Rolling Stone reported that Universal Music Group, Sony Music Entertainment, Capitol, and other record labels filed a copyright lawsuit on Friday against the Internet Archive, founder Brewster Kahle, and others over the organization’s “Great 78 Project,” accusing them of behaving as an “illegal record store.”
According to Rolling Stone, the suit lists 2,749 pre-1972 musical works available via Internet Archive by late artists, including Frank Sinatra, Ella Fitzgerald, Chuck Berry, Billie Holiday, Louis Armstrong, and Bing Crosby, among others.
The nonprofit Internet Archive began in 1996 and claims its mission is to “provide Universal Access to All Knowledge.” It purports to be a digital library that provides free access to researchers, historians, scholars, and the general public, Rolling Stone reported. Its “Great 78 Project” follows suit; the community project dedicates itself to “the preservation, research and discovery of 78rpm records”.

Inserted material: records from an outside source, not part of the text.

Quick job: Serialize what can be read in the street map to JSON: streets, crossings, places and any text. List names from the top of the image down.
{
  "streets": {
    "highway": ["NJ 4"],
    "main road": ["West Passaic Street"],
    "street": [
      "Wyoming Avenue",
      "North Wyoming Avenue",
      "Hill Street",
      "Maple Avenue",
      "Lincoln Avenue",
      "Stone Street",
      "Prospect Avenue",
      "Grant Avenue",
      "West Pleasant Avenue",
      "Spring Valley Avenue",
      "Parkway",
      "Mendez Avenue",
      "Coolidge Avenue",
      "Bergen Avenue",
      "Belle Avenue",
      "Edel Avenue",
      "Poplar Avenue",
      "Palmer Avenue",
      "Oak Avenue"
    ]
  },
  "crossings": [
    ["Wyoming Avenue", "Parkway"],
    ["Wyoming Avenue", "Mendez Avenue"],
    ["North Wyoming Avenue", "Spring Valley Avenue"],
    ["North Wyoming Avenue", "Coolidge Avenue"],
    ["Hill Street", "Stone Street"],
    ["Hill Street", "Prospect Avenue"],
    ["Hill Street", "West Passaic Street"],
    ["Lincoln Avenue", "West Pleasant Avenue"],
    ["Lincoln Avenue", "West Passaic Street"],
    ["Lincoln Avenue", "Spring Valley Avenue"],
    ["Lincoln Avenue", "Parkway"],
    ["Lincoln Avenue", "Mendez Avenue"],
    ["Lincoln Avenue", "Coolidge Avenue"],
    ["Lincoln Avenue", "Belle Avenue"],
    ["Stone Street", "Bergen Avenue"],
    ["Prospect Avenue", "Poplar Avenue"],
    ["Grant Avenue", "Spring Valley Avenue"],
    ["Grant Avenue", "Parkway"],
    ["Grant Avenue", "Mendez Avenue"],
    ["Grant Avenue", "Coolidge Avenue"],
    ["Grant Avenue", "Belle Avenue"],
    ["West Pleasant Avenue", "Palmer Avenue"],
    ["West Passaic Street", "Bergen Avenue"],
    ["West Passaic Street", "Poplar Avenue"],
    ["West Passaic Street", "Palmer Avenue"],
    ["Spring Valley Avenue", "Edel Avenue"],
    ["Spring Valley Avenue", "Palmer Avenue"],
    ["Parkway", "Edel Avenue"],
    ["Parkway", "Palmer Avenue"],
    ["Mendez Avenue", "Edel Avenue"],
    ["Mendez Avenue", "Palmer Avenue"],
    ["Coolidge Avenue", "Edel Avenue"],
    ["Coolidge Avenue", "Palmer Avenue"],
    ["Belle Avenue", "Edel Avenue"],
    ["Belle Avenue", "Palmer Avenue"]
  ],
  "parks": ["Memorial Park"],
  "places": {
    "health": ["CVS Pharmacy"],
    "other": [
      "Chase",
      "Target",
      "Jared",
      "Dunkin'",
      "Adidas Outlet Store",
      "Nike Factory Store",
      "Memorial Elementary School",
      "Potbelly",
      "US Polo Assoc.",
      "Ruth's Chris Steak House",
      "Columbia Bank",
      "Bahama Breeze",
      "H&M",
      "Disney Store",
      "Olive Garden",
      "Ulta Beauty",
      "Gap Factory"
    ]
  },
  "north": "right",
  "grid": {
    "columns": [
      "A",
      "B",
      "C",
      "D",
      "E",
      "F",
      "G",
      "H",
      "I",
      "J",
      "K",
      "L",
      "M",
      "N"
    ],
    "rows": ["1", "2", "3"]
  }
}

The Plaintiffs – UGM Recordings, Capitol Records, Concord Bicycle Assets, CMGI Recorded Music Assets, Sony Music, and Arista Music – who own in full or in part the copyrights to some of the music in the collection claim the works were illegally distributed to to those visiting Internet Archive “millions of times,” Rolling Stone reported.
The suit seeks statutory damages of up to $150,000 for each protected sound recording infringement, which could exceed more than $412 million, along with attorneys’ fees as well as injunctive and further relief determined by the court.
The Great 78 Project is a community project for the preservation, research and discovery of 78rpm records. From about 1898 to the 1950s, an estimated 3 million sides (~3 minute recordings) have been made on 78rpm discs. While the commercial viable recordings will have been restored or remastered into LP’s or CD, there is still research value in the artifacts and usage evidence in the often rare 78rpm discs and recordings.
Already, over 20 collections have been selected by the Internet Archive for physical and digital preservation and access. Started by many volunteer collectors, these new collections have been selected, digitized and preserved by the Internet Archive, George Blood LP, and the Archive of Contemporary Music.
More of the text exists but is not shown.